I have been working on this for about two days without any resolution in sight. The problem does not appear to be the software. The problem is in the following code section from our fat16 vbr:
;
; push disk address packet on stack
;
push word 0 ; hi 32 bits lba
push word 0
push eax ; low 32 bits lba
push es ; segment
push bx ; offset
push word 1 ; number of sectors
push word 16 ; size of address packet
mov si, sp ; si points to packet
;
; load sector
;
mov ah, 0x42
mov dl, [bootDrive]
int 0x13 ; 0x7cb2
This code section is innocent enough and works well--most of the time.
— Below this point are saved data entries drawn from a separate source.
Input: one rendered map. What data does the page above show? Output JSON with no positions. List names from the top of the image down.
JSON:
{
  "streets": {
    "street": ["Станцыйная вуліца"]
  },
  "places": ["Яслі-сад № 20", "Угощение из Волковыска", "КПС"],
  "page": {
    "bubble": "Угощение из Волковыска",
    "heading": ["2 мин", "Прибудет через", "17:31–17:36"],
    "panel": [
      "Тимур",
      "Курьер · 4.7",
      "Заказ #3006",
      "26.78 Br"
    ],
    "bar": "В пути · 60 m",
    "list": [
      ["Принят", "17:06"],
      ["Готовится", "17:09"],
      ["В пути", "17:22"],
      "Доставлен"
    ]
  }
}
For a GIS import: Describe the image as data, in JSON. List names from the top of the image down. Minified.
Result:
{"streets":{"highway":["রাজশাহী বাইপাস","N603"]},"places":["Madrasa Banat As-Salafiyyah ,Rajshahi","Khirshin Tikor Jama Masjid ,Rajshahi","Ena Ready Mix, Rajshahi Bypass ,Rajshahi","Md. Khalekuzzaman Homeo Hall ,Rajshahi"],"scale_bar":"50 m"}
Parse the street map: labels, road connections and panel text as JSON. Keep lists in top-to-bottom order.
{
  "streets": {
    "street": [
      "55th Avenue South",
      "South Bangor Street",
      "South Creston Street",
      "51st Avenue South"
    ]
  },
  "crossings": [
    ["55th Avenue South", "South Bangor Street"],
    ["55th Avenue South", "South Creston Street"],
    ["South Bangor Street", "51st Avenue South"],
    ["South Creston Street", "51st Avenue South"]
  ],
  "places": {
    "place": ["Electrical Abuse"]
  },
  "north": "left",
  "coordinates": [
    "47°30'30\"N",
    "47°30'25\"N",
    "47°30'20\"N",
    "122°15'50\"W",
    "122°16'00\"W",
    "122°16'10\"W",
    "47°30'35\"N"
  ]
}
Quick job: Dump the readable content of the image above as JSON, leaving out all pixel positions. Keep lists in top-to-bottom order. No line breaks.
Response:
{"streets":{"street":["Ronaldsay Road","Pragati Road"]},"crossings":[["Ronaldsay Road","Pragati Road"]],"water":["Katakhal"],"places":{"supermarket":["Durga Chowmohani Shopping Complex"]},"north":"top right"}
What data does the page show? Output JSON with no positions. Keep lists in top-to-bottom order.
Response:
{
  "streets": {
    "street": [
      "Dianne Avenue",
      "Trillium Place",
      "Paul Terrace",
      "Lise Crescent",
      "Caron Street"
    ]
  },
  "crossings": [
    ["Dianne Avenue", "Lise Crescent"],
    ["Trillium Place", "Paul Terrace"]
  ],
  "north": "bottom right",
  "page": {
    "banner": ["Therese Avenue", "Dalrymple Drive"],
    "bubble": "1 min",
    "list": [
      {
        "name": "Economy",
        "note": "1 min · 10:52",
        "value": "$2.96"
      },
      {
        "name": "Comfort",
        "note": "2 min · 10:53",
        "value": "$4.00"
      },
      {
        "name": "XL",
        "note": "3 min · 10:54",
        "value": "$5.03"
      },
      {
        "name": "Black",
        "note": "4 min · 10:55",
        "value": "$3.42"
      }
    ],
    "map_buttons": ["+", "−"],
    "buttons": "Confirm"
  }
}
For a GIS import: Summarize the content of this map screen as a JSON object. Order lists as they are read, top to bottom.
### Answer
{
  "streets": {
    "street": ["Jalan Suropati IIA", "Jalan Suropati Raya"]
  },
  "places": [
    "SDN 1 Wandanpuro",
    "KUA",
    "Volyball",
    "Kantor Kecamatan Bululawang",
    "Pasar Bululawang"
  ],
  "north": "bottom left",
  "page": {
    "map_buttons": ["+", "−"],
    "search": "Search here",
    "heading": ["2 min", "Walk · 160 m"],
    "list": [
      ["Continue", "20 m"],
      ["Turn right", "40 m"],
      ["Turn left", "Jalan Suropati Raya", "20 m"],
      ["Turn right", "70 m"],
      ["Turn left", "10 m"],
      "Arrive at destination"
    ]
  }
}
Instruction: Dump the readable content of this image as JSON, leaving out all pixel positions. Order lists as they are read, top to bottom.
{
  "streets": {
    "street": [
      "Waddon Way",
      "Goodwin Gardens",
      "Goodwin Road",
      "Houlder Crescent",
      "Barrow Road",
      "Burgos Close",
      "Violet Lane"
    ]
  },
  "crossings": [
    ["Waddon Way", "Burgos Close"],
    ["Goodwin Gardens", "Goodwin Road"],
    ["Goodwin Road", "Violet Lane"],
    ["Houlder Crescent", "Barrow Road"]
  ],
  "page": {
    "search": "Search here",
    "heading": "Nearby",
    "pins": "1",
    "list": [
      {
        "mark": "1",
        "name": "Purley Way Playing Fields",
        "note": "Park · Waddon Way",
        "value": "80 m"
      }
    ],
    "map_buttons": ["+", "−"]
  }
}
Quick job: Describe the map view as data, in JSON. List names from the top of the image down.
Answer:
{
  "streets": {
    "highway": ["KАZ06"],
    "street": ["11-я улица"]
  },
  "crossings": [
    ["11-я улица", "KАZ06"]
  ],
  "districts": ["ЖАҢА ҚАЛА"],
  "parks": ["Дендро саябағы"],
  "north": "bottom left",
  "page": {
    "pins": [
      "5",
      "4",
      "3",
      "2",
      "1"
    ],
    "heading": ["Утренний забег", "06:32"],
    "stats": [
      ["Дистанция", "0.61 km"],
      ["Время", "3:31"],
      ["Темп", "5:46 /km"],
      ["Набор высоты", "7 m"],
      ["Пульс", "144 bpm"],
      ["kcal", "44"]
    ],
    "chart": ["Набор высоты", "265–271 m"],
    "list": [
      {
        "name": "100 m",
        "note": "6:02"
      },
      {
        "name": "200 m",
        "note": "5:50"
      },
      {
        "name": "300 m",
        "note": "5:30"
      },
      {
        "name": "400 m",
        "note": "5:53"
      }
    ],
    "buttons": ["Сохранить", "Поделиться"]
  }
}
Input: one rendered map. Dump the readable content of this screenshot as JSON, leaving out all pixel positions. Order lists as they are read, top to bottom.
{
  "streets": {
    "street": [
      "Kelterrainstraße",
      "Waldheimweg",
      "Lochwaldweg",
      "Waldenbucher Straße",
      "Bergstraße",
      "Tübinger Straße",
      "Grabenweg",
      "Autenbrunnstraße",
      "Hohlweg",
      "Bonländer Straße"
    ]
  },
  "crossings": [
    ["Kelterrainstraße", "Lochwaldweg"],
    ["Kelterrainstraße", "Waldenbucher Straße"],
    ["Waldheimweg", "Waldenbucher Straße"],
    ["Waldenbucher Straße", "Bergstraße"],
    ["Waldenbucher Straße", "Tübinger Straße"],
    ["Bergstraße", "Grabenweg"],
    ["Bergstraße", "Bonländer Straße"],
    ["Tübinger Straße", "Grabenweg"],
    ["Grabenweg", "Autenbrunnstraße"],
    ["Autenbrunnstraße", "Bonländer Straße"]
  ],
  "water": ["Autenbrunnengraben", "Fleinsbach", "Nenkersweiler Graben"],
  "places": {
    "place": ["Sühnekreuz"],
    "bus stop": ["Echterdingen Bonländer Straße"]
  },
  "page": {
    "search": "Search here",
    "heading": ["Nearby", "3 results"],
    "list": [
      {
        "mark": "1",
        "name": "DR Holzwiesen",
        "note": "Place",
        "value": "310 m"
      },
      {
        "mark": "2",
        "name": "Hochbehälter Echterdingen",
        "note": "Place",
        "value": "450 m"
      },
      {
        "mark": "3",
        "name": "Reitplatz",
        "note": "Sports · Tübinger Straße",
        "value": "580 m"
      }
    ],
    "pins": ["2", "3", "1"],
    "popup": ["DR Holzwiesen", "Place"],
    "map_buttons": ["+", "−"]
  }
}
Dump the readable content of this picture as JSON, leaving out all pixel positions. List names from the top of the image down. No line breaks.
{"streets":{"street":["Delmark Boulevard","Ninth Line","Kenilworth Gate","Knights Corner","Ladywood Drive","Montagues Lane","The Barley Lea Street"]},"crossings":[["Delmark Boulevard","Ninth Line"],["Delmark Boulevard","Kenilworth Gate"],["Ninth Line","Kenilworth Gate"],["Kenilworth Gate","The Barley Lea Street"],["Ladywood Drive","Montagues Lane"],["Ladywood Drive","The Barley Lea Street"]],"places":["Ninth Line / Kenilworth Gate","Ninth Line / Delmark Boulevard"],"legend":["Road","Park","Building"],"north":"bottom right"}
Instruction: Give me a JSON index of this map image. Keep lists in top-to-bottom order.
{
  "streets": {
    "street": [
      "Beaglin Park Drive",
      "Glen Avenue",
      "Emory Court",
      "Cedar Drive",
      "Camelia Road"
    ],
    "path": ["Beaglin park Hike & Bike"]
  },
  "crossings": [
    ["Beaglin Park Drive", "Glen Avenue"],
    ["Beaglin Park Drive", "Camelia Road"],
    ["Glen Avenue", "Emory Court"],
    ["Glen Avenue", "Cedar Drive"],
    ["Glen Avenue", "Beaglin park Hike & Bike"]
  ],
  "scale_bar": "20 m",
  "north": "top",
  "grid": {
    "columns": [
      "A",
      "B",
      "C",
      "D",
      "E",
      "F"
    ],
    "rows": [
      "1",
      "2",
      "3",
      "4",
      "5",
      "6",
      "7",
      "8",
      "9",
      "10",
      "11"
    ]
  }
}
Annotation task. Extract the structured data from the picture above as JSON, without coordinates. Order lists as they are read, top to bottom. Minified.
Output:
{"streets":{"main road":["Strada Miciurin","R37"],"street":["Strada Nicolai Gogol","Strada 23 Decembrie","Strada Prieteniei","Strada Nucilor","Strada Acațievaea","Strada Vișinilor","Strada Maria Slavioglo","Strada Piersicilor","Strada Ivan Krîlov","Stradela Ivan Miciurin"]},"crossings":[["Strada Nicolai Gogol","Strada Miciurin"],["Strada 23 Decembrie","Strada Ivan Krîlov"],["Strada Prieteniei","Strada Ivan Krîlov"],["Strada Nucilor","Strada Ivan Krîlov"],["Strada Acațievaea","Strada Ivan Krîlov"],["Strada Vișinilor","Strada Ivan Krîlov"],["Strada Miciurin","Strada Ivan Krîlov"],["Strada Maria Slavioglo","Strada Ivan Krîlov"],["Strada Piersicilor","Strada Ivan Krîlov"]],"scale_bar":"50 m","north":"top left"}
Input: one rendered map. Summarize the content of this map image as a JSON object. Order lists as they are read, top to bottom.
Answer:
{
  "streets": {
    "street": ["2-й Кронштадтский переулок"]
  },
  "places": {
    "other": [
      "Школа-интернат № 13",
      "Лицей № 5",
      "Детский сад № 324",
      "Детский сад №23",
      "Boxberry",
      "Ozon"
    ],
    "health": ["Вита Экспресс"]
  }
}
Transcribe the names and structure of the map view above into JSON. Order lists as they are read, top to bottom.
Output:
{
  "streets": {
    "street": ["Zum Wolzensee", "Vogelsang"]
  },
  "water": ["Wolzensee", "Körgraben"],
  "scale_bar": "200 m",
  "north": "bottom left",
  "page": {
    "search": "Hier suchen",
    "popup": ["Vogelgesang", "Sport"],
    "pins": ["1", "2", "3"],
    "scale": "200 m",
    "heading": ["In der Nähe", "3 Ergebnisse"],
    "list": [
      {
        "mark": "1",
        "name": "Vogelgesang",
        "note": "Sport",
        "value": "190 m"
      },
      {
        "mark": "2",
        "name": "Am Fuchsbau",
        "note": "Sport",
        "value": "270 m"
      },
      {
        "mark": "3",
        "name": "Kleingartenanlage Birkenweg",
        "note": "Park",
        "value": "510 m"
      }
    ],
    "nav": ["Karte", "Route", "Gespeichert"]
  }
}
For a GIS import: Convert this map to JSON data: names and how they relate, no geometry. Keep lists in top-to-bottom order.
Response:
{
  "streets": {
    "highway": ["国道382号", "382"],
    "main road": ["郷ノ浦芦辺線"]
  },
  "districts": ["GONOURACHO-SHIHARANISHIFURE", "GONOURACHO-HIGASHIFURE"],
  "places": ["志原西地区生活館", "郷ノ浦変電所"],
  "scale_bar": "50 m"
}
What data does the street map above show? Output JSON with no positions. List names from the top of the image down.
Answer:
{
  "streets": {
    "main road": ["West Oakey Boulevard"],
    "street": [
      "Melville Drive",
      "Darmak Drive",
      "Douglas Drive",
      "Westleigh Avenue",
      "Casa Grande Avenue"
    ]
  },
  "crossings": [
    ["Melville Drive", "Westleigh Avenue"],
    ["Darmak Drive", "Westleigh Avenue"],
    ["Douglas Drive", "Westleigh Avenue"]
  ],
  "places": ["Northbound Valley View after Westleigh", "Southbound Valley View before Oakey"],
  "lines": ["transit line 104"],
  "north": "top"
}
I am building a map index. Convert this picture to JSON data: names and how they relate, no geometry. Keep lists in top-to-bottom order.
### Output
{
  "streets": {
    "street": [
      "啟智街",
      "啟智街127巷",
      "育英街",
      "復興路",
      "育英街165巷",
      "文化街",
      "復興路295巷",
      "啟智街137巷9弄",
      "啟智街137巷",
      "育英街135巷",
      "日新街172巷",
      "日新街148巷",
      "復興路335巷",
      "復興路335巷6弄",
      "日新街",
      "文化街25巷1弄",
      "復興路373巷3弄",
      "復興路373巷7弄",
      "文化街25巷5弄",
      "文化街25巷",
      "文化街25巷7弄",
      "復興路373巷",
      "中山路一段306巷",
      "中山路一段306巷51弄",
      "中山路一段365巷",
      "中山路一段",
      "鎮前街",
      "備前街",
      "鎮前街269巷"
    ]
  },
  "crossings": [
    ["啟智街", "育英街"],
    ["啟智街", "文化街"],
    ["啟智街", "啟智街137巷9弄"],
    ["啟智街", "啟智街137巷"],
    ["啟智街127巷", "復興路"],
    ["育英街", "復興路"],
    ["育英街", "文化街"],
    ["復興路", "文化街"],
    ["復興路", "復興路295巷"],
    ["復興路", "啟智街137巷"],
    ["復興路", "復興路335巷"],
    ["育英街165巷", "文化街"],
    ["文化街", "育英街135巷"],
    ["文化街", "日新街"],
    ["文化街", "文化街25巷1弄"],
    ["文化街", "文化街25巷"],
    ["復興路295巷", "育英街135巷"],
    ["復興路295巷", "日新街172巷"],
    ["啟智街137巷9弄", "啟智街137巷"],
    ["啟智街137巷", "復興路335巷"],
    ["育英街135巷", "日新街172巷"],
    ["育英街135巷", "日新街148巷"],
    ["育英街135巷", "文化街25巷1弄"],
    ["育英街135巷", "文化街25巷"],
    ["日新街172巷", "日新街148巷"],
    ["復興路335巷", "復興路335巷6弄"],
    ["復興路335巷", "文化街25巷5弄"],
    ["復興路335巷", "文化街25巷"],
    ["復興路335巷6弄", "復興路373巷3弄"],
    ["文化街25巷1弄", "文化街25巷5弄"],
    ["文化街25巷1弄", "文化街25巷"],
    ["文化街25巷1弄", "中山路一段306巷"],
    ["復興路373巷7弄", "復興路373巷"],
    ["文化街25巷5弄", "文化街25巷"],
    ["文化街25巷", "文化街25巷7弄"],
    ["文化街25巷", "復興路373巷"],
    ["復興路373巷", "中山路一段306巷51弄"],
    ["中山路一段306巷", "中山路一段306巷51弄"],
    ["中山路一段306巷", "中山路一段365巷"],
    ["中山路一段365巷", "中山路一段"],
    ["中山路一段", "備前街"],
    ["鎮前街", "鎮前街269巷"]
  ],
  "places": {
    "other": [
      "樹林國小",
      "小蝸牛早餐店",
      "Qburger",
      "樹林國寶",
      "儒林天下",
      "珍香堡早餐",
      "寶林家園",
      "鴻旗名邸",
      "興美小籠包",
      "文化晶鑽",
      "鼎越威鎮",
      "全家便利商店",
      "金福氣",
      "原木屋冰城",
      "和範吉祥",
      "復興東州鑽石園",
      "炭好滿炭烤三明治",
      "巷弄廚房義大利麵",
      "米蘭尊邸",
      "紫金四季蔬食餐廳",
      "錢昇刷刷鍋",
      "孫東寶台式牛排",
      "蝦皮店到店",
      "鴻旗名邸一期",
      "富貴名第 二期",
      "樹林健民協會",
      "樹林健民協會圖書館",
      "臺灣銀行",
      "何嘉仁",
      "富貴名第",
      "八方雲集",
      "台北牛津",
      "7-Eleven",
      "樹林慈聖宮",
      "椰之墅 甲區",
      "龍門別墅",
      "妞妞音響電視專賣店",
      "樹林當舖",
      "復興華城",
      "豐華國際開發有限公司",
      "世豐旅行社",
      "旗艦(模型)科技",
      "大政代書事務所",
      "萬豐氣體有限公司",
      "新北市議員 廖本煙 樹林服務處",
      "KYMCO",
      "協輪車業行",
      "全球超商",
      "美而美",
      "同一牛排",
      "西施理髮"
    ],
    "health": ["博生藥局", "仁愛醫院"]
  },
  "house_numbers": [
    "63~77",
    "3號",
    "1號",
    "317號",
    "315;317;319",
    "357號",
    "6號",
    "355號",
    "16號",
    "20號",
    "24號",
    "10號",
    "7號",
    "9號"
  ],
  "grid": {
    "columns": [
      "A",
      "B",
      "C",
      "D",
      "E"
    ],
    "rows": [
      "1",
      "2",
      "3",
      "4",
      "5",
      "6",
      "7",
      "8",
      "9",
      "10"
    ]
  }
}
It uses stack space to store the address packet to conserve image space and issues int 13h function 42h. This function was decided over function 2 due to concerns with large hard disk LBAs.
The problem occurs when the vbr attempts to call the BIOS with ES:BX=0x1000:0x7a00 which results in a crash in the Bochs BIOS ROM (>>PANIC<< prefetch: RIP > CS.limit). Nothing at all is located at this location -- does anyone know what can cause the BIOS to crash like this? The software is not able to continue as the int 0x13 call never returns. I can also hardcode the segment:offset buffer with this address and still result in a crash. (Interestingly enough, the load itself is successful.)
I assume that there is sufficient stack space based on the crash only occurring when ES:BX reaches a certain point. That is, when ES:BX are lower addresses the function works fine. The stack is located at 0x7c0:0 growing down; the function calls are at most 2 to 3 levels deep and thus can never reach the stack limit. Most of the time when it crashes it yields invalid opcodes however does eventually run out of stack space. This isnt the software though - as it never returns from the BIOS call.
I have read that BIOS calls should allow a stack of at least 1024 bytes (another source says 4096, but that seems excessive), whereas as you have only 512 bytes minus whatever is used before the interrupt. The symptoms certainly seem to be a classic case of the stack being overwritten.
Is it possible to try with a larger stack? That would at least rule out (or prove) stack collision as the cause.
It has came to consideration a few minutes after I headed off for the night that it could have indeed been a stack issue. After a few changes, the stack has been relocated to 0:0x2000 and the software works without error. The end result is a little ugly due to SS not sharing the same segment as DS, but it is running.